Europe
July 15, 2025

ENGIE calls for boosting electricity demand and streamlining regulations to avoid renewable stagnation

The Director of Communication, Institutional Relations, Regulation and Corporate Strategy at ENGIE Spain warns that unless demand is reactivated and regulatory bottlenecks are cleared, the sector will face a paralysis that threatens investment and jobs. “We have a market that recorded €1.6/MWh – that’s unsustainable,” he stresses.
By Emilia Lardizabal

By Emilia Lardizabal

July 15, 2025
Engie

Spain’s energy transition risks stalling unless urgent action is taken to boost electricity demand and eliminate regulatory bottlenecks. This is the warning from Daniel Fernández Alonso, Director of Communication, Institutional Relations, Regulation and Corporate Strategy at ENGIE Spain, speaking at the Future Energy Summit (FES) Iberia 2025.

The executive highlights a critical situation: extremely low prices, investment at risk, and slow policy implementation. “Zero prices mean zero investment, zero employment, zero development, and zero future,” he emphasizes, referring to recent behavior in the wholesale market, where solar energy prices have dropped as low as €1.6 per megawatt-hour.

According to Fernández Alonso, the root of the problem is weak demand: “What we urgently need — and specifically in Spain — is electricity demand,” he insists. While Spain has top-tier technology and competitive players, unless renewable generation is better valued through stronger consumption, the energy model risks collapse.

From ENGIE’s perspective, the economic balance of projects is deteriorating. “We’re seeing PPAs based on €50/MWh dropping to €30/MWh; projects are now barely viable or will soon fail to reach the expected returns,” Fernández Alonso warns.

A regulation that slows things down

Fernández Alonso points to the contradiction between political ambition and administrative execution. “We get lost in regulating, re-regulating, approving, processing,” he says. He also criticizes how European directives are often transposed late or in fragmented ways.

Regarding the Net Zero Industry Act, the executive believes the initiative is sound but its execution is flawed. “In October 2023, a European regulation established that new solar permitting should be completed within six months. I can’t imagine that happening in Spain,” he remarks ironically.

One of the most serious barriers is regulatory fragmentation, both at the regional and local levels. “There are 17 different ways of interpreting permitting across autonomous communities and over 8,100 ways to process building licenses at the municipal level,” he highlights.

This, he argues, undermines Spain’s historic opportunity to lead a global industrial revolution based on clean energy. For that reason, he calls for more regulatory coherence: “If in Spain we tell a data center it has to wait for the 2026–2031 grid planning process to connect, we’re basically killing that opportunity,” he states. “Capital needs visibility to make decisions,” he affirms.

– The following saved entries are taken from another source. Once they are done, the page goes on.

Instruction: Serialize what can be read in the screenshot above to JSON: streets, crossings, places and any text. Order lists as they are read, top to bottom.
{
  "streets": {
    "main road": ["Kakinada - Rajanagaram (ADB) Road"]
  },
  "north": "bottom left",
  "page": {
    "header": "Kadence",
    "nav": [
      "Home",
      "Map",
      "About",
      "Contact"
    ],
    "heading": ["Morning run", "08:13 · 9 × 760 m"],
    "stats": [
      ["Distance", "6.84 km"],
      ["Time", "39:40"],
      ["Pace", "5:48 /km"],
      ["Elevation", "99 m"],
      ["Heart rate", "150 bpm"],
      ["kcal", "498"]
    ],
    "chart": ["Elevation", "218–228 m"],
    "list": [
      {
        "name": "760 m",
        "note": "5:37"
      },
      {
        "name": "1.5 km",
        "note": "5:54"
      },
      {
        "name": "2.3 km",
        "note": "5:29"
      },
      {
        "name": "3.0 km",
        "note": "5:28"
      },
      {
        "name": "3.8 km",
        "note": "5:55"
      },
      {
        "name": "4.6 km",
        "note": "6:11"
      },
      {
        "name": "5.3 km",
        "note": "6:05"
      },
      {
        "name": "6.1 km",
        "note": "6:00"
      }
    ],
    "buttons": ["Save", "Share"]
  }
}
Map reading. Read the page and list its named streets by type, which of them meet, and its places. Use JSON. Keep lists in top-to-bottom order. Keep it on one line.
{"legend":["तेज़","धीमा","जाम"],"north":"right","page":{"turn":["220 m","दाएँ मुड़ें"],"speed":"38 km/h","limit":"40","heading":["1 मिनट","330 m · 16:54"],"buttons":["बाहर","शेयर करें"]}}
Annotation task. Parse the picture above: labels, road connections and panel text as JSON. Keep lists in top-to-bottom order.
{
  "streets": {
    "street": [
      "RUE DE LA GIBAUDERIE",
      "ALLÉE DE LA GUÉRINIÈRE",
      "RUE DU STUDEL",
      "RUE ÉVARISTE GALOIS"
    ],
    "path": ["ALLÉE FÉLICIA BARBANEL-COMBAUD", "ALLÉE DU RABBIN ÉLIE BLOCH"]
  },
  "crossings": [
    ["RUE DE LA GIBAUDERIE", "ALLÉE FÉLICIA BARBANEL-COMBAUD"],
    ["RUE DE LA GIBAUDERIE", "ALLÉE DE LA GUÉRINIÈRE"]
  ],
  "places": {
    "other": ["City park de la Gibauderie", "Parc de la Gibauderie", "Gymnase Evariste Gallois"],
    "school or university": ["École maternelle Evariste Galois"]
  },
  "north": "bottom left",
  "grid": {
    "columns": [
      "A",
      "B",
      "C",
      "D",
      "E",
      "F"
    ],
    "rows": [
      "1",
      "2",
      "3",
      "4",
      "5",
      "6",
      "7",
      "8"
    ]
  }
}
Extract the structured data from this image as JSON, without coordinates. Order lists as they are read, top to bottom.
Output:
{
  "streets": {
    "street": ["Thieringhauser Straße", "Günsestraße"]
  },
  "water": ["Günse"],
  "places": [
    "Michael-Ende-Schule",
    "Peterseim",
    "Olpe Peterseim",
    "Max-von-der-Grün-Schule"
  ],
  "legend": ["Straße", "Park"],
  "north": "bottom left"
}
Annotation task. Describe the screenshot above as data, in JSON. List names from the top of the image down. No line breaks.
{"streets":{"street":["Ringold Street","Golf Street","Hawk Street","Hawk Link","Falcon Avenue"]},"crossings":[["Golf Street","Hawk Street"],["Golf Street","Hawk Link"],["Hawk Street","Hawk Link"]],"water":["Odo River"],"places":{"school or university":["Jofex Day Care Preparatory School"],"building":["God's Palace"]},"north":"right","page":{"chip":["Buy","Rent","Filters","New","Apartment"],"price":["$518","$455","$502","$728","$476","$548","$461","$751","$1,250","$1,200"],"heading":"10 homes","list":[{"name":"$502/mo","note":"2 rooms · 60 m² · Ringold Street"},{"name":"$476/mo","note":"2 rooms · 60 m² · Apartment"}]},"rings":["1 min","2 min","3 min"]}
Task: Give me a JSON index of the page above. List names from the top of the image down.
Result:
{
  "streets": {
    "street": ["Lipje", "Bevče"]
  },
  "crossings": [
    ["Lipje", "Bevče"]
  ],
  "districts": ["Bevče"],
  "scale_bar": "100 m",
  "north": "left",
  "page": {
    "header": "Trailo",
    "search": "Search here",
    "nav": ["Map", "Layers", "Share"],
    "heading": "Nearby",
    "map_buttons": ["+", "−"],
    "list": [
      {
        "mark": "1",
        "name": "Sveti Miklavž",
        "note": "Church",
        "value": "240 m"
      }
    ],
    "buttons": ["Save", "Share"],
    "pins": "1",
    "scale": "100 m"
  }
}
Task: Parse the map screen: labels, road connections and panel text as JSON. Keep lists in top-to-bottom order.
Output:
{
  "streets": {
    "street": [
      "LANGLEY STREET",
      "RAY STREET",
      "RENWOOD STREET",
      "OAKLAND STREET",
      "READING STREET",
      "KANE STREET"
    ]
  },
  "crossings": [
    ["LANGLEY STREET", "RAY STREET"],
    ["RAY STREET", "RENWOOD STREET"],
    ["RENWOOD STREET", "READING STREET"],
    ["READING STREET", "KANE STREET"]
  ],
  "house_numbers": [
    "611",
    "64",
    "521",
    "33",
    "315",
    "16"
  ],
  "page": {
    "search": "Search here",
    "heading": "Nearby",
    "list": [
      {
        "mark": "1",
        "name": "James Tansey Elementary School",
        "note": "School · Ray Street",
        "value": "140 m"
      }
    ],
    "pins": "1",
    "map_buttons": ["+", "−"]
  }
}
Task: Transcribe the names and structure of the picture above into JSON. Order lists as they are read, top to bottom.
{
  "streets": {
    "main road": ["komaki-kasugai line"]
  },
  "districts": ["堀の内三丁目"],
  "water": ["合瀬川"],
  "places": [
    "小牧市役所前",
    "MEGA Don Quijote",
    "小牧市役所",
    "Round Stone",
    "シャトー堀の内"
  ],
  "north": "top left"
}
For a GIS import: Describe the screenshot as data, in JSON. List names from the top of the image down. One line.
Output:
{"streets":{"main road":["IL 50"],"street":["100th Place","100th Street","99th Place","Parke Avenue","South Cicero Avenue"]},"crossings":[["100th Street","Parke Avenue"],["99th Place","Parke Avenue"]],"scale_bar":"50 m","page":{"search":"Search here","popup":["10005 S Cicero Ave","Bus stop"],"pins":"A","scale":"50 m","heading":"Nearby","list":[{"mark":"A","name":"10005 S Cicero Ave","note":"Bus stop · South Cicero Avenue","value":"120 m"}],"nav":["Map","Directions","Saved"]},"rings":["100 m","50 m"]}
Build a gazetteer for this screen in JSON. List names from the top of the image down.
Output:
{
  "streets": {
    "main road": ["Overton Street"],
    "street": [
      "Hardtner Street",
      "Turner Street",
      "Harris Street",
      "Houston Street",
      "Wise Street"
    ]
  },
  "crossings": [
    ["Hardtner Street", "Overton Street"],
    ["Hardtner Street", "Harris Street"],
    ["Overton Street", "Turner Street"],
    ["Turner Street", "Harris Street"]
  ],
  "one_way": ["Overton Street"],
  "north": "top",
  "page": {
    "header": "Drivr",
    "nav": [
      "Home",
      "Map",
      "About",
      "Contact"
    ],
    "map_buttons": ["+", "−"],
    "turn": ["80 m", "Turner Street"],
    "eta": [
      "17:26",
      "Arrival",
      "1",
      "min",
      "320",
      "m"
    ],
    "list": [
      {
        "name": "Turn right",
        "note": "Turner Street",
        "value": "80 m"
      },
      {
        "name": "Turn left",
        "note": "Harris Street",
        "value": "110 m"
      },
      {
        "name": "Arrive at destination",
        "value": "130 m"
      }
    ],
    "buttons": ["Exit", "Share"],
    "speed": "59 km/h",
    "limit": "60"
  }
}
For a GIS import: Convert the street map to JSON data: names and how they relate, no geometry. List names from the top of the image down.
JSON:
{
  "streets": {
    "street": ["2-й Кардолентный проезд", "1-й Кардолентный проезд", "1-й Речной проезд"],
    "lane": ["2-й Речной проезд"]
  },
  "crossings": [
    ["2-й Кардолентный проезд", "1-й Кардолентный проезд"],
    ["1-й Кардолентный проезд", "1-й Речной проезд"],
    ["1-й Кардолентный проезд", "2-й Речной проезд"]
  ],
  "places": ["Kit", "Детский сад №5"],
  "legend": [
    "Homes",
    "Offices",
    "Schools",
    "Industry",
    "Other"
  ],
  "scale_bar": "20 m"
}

He also points to structural bottlenecks that prevent existing generation from being fully utilized. “We have a wind farm in Aragón with over 20% of hours affected by curtailment issues,” he explains.

The solution, he says, is to roll out batteries to store energy during curtailment periods, but that requires enabling regulation, which is still lacking. “Simplifying battery deployment so that this energy can be injected into the grid during blocked hours and benefit the system as a whole — that seems like an obvious win,” he adds.

We’ve been waiting four years for a capacity market. A draft has been ready since December. Instead of approving it, the focus has shifted to battery subsidies, often placing projects in areas where they’re not even needed,” Fernández Alonso criticizes.

He also highlights the risk of losing grid access when trying to repower first-generation wind farms. “Many wind parks will reach the end of their useful life by 2030. But if you want to repower them, you risk losing your grid connection and your entire project,” he notes. “You basically have to reprocess everything from scratch. It makes no sense,” he remarks.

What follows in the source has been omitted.